Ans: A digital signature certificate (DSC) is an electronic identification that allows individuals or organizations to digitally sign documents and authenticate their identity in online transactions.

(c) What is total income?

Ans: Total income refers to the overall earnings from various sources during a specific period, which is used to calculate income tax liability.

(d) Briefly explain TAN.

Ans: TAN is the Tax Deduction and Collection Account Number issued by Indian tax authorities to entities responsible for deducting or collecting tax at source.

(e) What is Form 16A?

Ans: Form 16A is a certificate issued for tax deducted at source (TDS) on income other than salaries, providing details of the deductor, deductee, nature of payments, and tax deducted.

(f) Explain ITR-1 briefly.

Ans: ITR-1, also known as Sahaj, is the simplest income tax return form used by individuals in India with income from salaries, one house property, and other sources.


3. Answer the following questions : (any two) 5x2=10

(a) State any five differences between E-filing and manual filing of returns.

Ans:

1. Method: E-filing involves electronically submitting tax returns using online platforms or software, while manual filing requires physically filling out paper forms and submitting them via mail or in-person.

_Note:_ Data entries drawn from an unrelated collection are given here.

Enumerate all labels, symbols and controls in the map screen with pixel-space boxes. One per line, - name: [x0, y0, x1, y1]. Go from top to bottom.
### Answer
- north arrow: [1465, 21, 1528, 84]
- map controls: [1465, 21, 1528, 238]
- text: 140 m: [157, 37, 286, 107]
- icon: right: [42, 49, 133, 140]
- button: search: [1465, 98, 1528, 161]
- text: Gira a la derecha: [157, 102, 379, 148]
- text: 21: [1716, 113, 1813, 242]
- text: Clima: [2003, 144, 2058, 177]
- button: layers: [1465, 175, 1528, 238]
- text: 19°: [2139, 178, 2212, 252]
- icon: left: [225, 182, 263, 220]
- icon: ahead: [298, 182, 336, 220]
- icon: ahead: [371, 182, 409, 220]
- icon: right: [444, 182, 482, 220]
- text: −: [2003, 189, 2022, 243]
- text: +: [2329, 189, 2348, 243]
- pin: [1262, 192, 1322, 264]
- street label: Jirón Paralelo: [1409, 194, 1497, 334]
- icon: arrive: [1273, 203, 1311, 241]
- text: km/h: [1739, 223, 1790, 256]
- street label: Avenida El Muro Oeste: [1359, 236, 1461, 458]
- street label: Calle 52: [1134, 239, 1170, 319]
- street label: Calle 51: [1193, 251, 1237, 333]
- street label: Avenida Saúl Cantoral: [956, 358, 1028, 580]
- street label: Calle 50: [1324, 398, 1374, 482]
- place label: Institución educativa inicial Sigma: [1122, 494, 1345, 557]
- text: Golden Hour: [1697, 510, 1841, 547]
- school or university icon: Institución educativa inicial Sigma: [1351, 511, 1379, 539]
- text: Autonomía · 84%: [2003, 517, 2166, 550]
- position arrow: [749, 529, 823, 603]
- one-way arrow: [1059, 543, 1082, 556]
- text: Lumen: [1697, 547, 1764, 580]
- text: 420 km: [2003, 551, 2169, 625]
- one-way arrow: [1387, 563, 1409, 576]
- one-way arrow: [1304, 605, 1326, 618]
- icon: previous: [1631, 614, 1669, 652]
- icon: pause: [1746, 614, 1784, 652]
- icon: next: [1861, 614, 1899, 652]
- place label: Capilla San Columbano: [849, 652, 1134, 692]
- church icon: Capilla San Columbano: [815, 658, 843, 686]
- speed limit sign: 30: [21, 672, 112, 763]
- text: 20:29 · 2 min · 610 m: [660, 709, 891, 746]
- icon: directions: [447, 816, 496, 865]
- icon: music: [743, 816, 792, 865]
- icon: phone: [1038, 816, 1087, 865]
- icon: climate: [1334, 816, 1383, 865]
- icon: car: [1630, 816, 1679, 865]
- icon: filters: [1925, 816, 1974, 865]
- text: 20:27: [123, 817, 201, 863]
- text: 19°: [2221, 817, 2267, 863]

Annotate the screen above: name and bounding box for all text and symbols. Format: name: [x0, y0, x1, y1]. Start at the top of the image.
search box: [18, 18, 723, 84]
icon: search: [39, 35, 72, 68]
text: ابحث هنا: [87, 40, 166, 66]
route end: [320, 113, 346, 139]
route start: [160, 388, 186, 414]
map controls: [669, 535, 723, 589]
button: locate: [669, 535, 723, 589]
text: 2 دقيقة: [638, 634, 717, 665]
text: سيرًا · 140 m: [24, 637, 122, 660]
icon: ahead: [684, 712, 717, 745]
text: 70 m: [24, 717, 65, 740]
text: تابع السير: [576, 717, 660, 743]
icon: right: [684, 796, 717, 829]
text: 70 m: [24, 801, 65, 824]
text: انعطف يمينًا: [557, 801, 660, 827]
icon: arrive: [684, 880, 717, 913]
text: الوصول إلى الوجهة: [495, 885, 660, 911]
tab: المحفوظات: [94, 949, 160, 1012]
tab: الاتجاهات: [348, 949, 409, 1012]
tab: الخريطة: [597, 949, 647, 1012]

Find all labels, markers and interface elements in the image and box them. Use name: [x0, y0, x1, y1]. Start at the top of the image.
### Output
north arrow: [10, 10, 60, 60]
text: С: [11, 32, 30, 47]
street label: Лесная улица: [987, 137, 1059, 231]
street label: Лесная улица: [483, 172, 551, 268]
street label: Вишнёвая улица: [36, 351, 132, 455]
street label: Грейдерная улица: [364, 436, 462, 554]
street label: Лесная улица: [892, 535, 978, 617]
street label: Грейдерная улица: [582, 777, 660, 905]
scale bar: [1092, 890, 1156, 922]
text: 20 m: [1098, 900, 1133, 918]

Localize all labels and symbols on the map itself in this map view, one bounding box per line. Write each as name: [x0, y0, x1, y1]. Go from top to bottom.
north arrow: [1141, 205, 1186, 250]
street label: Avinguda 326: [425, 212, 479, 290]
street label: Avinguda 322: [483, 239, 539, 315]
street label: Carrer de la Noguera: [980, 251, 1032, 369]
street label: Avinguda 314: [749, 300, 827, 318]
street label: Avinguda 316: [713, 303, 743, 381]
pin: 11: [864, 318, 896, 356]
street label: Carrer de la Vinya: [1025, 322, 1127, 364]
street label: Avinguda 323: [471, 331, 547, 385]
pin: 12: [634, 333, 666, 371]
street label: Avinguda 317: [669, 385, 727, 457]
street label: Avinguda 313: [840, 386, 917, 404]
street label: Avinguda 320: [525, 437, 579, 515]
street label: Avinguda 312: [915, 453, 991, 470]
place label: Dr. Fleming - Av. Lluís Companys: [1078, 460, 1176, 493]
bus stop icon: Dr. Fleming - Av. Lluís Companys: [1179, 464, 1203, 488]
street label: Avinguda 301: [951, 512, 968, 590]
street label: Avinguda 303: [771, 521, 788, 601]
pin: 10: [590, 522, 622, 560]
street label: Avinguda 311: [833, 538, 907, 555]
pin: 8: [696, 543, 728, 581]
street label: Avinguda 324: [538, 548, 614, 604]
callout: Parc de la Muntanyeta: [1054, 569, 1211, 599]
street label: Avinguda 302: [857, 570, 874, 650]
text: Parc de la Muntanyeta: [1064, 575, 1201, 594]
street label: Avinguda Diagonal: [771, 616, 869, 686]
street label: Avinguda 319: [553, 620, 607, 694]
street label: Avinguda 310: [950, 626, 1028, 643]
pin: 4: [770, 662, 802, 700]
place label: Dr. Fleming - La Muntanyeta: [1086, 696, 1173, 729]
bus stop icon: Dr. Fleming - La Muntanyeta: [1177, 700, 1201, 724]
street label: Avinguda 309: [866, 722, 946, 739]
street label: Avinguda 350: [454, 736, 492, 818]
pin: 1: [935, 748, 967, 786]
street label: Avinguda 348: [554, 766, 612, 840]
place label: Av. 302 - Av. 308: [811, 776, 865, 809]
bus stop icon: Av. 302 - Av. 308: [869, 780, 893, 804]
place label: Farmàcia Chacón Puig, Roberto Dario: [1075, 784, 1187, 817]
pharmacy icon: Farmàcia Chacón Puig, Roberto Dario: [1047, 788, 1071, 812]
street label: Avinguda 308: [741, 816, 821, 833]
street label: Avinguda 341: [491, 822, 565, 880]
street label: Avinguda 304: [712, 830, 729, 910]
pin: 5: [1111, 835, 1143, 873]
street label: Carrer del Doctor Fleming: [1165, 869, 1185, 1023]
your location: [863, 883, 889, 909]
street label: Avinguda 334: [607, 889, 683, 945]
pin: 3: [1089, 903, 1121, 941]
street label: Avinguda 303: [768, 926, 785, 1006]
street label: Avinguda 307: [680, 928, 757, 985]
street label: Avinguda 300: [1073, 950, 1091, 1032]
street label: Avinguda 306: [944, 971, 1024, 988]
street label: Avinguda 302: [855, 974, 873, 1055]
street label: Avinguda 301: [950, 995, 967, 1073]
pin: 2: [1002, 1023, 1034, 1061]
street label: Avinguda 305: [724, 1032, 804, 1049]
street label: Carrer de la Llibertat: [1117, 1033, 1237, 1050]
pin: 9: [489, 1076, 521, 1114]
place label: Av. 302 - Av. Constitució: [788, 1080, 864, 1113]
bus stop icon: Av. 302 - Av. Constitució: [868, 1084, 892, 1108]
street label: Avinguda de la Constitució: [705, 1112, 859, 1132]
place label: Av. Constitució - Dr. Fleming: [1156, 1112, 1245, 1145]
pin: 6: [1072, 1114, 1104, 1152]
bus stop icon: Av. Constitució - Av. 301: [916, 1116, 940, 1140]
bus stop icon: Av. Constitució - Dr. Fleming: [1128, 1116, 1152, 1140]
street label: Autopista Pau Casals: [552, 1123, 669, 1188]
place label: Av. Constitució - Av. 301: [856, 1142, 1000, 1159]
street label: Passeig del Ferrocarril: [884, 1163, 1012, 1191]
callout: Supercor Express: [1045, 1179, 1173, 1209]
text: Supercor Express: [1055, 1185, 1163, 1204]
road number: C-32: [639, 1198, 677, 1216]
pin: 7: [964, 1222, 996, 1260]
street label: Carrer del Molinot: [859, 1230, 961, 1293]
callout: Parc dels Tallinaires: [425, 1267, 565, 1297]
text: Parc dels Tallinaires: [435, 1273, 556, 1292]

2. Convenience: E-filing provides the convenience of filing returns from anywhere with an internet connection, whereas manual filing requires visiting tax offices or mailing forms, which can be time-consuming.

3. Accuracy: E-filing reduces the chances of errors as the online platforms often have built-in validation checks, while manual filing is more prone to mistakes during manual data entry.

4. Processing time: E-filing generally results in faster processing of tax returns as it eliminates the need for physical handling and manual data entry.

5. Documentation: E-filing allows for easy storage and retrieval of digital records, while manual filing requires physical storage and organization of paper documents.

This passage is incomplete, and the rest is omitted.